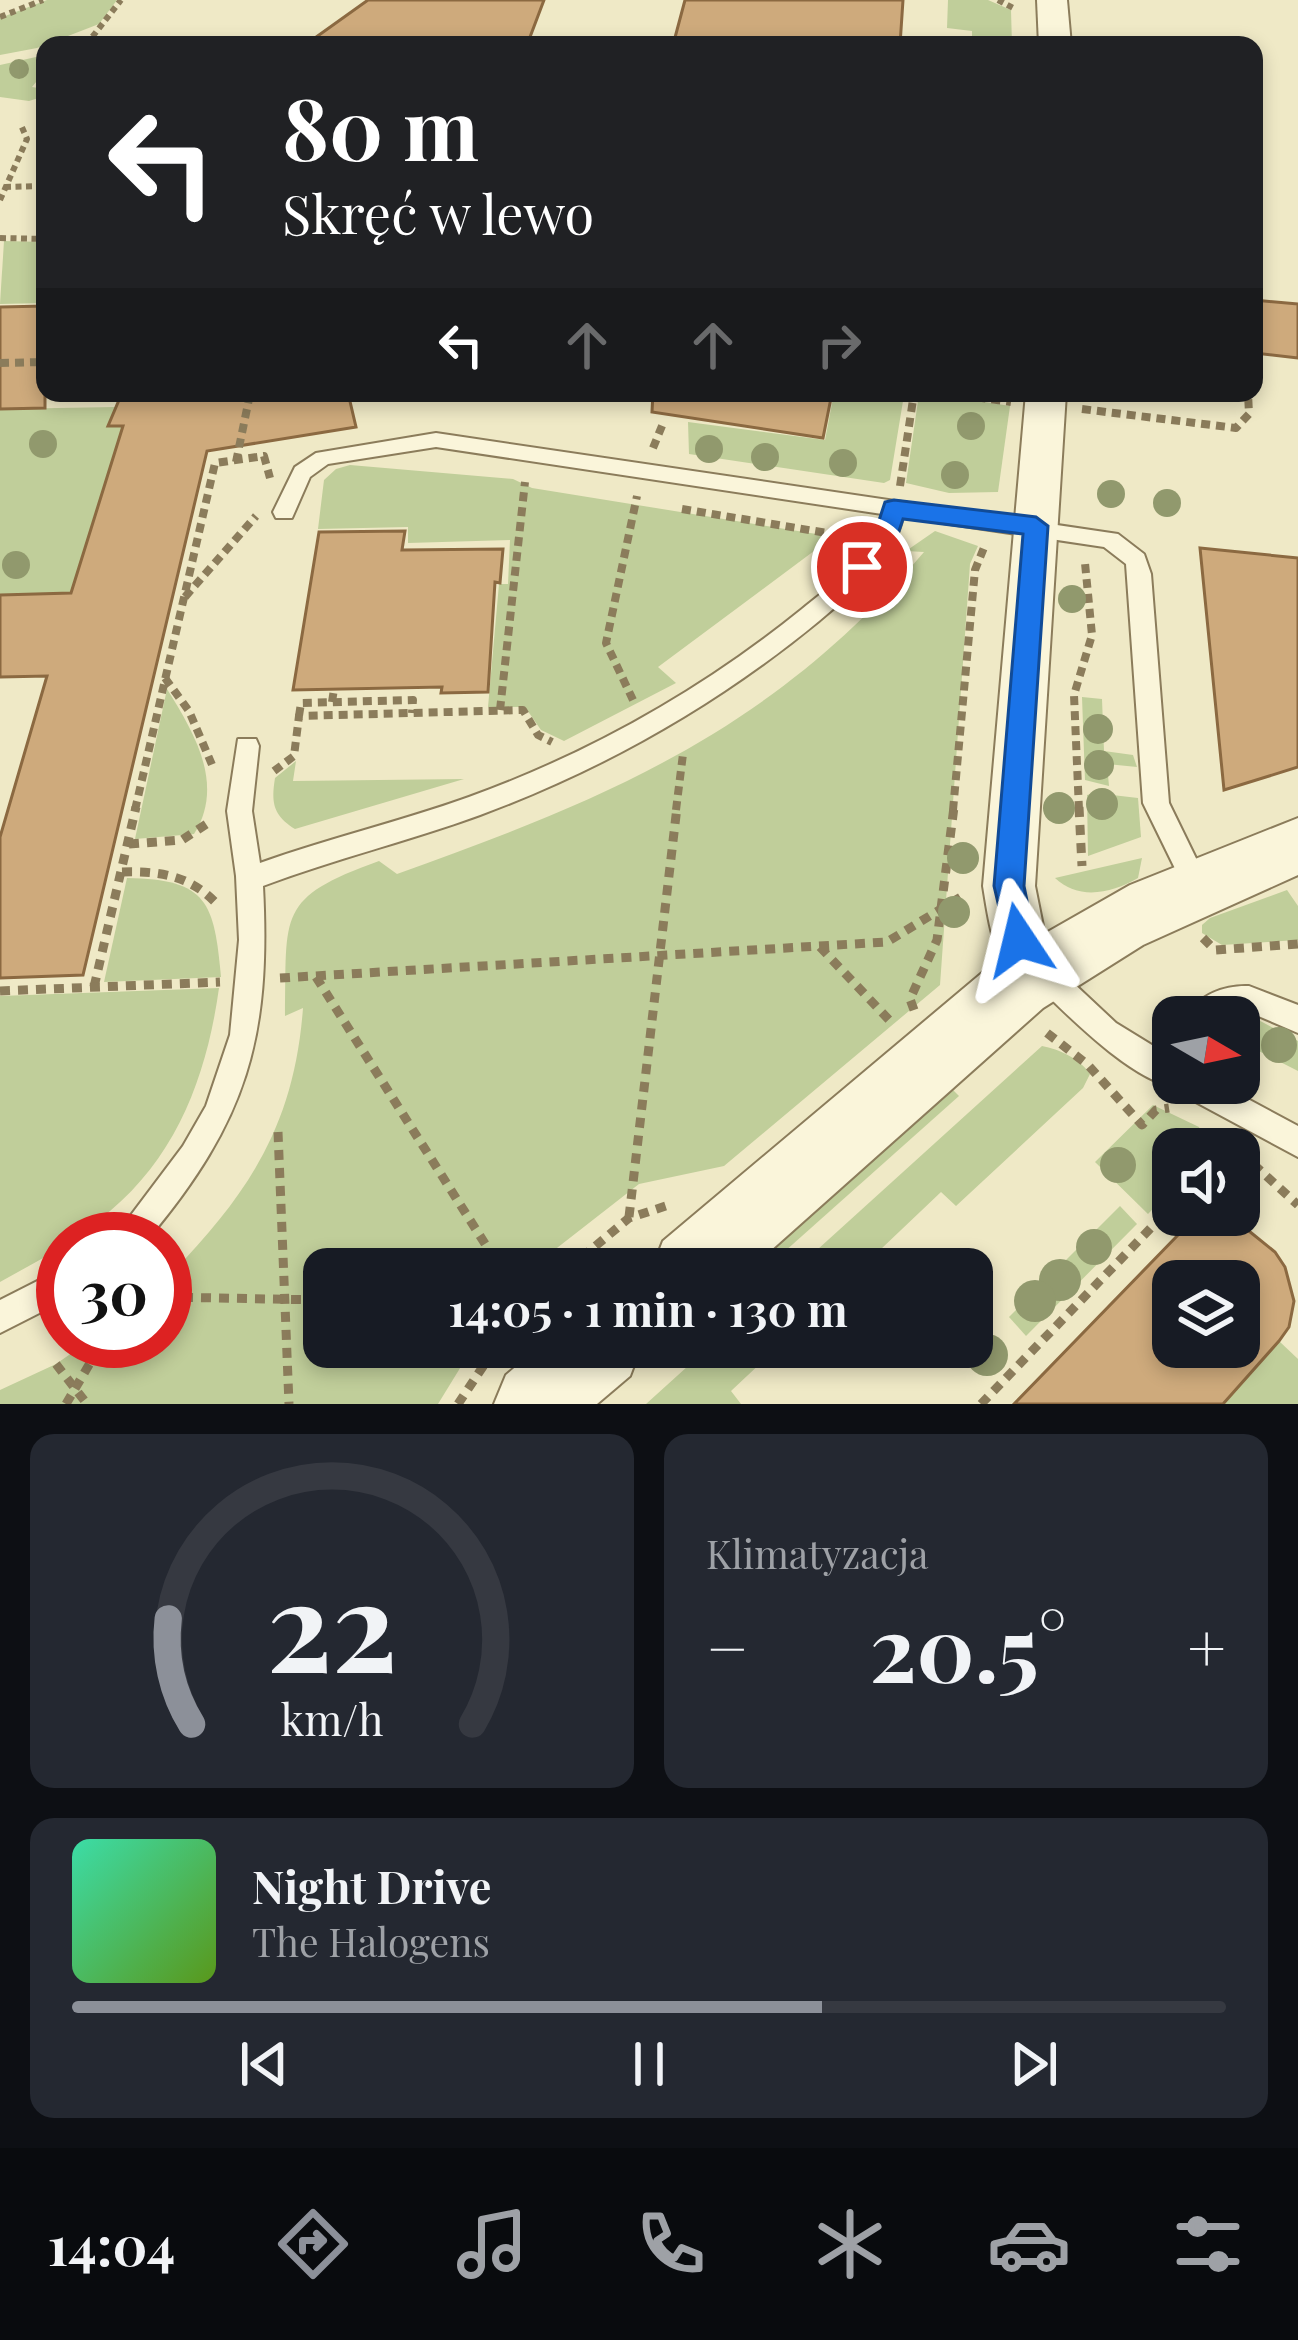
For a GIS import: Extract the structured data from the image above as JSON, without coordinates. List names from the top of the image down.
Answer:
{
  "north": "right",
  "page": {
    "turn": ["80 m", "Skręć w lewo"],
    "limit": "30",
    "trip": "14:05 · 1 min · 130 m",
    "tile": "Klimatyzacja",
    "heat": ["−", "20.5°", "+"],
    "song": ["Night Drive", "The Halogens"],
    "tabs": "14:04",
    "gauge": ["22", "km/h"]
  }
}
* * * *
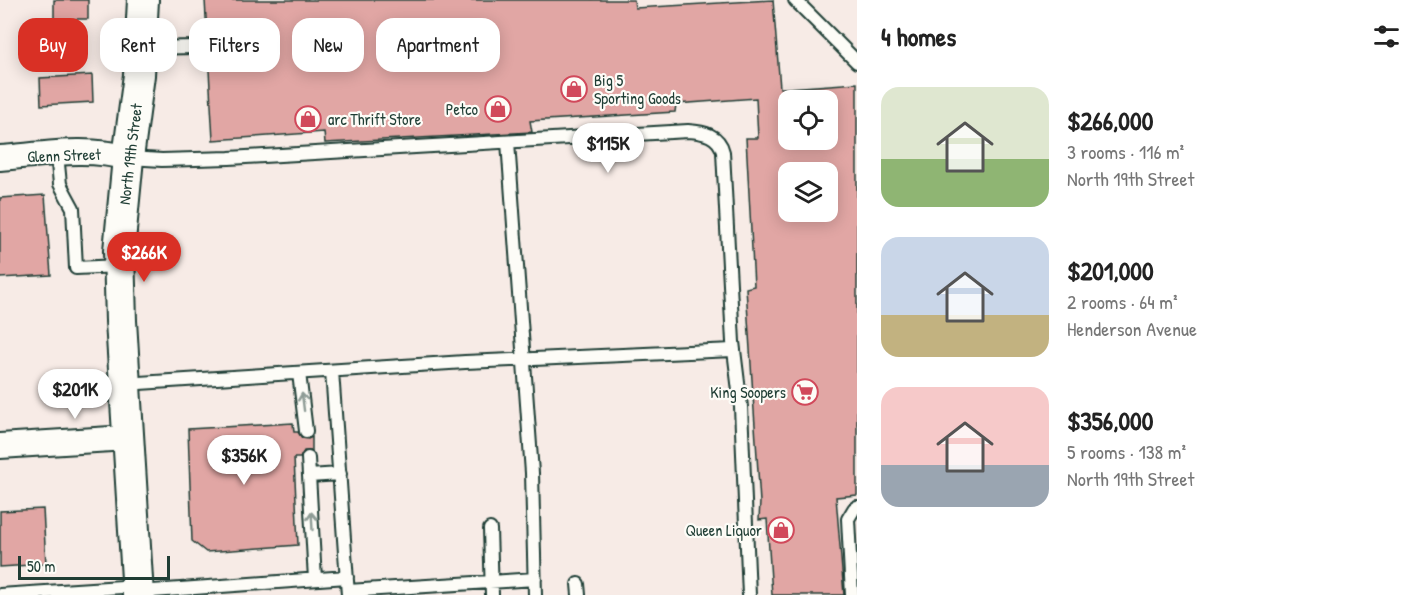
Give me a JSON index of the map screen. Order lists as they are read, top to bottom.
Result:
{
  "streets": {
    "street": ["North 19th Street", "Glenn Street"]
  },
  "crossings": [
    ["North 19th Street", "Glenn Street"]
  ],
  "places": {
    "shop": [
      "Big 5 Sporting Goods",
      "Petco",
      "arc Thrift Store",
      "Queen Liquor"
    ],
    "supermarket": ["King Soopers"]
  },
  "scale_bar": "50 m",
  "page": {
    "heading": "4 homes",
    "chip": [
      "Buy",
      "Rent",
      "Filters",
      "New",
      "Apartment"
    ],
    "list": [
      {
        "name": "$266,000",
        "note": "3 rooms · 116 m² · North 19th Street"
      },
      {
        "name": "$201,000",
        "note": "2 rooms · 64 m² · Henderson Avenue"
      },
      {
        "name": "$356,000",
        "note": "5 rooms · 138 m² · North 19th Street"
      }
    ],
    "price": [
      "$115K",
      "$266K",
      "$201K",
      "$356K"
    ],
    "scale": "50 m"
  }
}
* * * *
WHAT THE EXERCISE ASKS :: Pick from the records each line that contains the word "JSON" and show it.

WRITTEN SOLUTION ::
For a GIS import: Extract the structured data from the image above as JSON, without coordinates. List names from the top of the image down.
Give me a JSON index of the map screen. Order lists as they are read, top to bottom.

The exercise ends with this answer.